Od 6 czerwca będzie można
pokazywać oficjalnie w polskich kinach horror Bartosza M. Kowalskiego „W lesie
dziś nie zaśnie nikt”. To wspólna decyzja dystrybutora i producenta, którzy od
początku planowali wprowadzić ten film na duże ekrany polskich kin. Film cały
czas będzie też dostępny na Netfliksie.
„W lesie dziś nie zaśnie nikt” to
pierwszy od lat polski horror, w bardzo klasycznym rozumieniu tego gatunku.
Jego reżyserem jest Bartosz M. Kowalski („Plac zabaw”), a producentem Jan
Kwieciński („Atak paniki”). Film opowiada o „grupie dzieciaków uzależnionych od
technologii, która trafia na… obóz offline. Tam dowiedzą się, że życie nie
kończy się na Internecie Życie kończy się bez Internetu”. Kto widział ten wie…
Ja po seansie pisałem o filmie: „W lesie dziś nie zaśnie nikt” to klasyczny
w formie slasher, ten rodzaj krwawego horroru uprawianego przez Amerykanów
głównie w latach siedemdziesiątych i osiemdziesiątych (złoty okres!). Bartosz
M. Kowalski odrobił znakomicie lekcję z klasyki, bo jego film to praktycznie
zbiór cytatów z pamiętnych produkcji typu „Teksańska masakra piłą mechaniczną”,
„Halloween”, „Piątek trzynastego” czy późniejszy „Krzyk”. Nie marudzę, cytować
też trzeba umieć, a polski reżyser wykazał się znakomitą wiedzą na temat
gatunku i bardzo dużą sprawnością realizacyjną.

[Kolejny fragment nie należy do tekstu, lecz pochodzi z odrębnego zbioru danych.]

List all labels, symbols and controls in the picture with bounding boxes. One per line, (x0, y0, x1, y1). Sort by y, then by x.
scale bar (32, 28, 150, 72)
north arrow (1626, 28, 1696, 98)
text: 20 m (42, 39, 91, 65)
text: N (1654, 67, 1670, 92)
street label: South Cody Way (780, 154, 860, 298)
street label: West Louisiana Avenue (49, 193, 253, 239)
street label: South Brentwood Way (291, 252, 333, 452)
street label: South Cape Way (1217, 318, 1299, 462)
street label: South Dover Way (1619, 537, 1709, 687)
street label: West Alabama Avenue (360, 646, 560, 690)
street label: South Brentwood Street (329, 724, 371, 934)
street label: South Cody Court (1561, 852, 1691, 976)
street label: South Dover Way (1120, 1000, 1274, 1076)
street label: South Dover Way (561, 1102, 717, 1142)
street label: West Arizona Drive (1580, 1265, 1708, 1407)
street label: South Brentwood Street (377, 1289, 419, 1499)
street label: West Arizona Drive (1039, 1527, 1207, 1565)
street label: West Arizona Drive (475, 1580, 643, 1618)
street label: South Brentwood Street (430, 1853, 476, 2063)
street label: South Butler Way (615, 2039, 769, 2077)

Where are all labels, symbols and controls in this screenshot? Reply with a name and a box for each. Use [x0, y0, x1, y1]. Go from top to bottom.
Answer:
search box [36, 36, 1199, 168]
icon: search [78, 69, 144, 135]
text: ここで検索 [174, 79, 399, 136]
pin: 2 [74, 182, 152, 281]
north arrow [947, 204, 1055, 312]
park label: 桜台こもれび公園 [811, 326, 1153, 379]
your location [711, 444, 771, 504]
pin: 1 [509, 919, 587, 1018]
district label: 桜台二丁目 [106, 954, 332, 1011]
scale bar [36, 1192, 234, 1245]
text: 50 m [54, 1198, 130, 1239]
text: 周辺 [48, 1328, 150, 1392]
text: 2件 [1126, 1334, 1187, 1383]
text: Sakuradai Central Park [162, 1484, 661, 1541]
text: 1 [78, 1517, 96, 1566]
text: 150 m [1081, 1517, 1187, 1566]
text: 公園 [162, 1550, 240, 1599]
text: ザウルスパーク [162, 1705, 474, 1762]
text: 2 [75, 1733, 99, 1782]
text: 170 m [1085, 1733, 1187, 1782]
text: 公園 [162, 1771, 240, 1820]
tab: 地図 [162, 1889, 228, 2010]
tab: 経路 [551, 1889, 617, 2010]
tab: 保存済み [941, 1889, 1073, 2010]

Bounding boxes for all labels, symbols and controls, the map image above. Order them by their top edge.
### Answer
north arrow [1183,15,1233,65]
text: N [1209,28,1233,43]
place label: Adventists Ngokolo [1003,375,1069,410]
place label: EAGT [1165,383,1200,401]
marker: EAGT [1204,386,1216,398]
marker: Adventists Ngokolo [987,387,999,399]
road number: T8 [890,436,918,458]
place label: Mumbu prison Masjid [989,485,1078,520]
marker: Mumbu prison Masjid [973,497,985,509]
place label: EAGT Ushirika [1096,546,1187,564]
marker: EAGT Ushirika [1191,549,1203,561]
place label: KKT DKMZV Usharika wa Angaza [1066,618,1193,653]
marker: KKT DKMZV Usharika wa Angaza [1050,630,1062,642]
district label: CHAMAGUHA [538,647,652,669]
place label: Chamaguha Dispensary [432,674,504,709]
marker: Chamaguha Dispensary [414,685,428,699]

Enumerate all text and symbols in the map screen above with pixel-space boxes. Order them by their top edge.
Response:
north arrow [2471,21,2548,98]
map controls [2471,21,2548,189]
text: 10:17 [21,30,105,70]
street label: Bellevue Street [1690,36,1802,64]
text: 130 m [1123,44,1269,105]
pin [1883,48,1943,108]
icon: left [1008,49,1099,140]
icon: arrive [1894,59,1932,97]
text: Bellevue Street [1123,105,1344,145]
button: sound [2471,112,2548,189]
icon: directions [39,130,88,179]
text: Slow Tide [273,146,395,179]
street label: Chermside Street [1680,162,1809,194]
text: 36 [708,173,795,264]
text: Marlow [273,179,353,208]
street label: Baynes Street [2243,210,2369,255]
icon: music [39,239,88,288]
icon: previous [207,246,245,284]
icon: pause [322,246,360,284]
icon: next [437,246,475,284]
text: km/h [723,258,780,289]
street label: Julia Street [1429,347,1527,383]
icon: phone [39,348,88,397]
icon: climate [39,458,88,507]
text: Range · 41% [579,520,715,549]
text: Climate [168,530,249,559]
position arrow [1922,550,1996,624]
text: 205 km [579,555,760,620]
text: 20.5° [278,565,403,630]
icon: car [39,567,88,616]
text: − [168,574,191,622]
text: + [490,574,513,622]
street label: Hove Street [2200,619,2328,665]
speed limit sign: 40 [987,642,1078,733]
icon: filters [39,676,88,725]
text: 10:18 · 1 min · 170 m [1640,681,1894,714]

Ten gatunek przeznaczony jest przede wszystkim dla młodych ludzi,
lubiących grozę zmieszaną z krwią, podlaną seksem i humorem. Wszystko w polskim
filmie jest! Przeznaczenie produkcji podkreśla też bardzo dobry zespół młodych
wykonawców i sam scenariusz – niestety najsłabszy element całej filmowej
układanki. Nie mam wątpliwości, że film powstał z myślą o młodych widzach.
Pytanie jednak brzmi, czy nie powstał kilka dekad za późno.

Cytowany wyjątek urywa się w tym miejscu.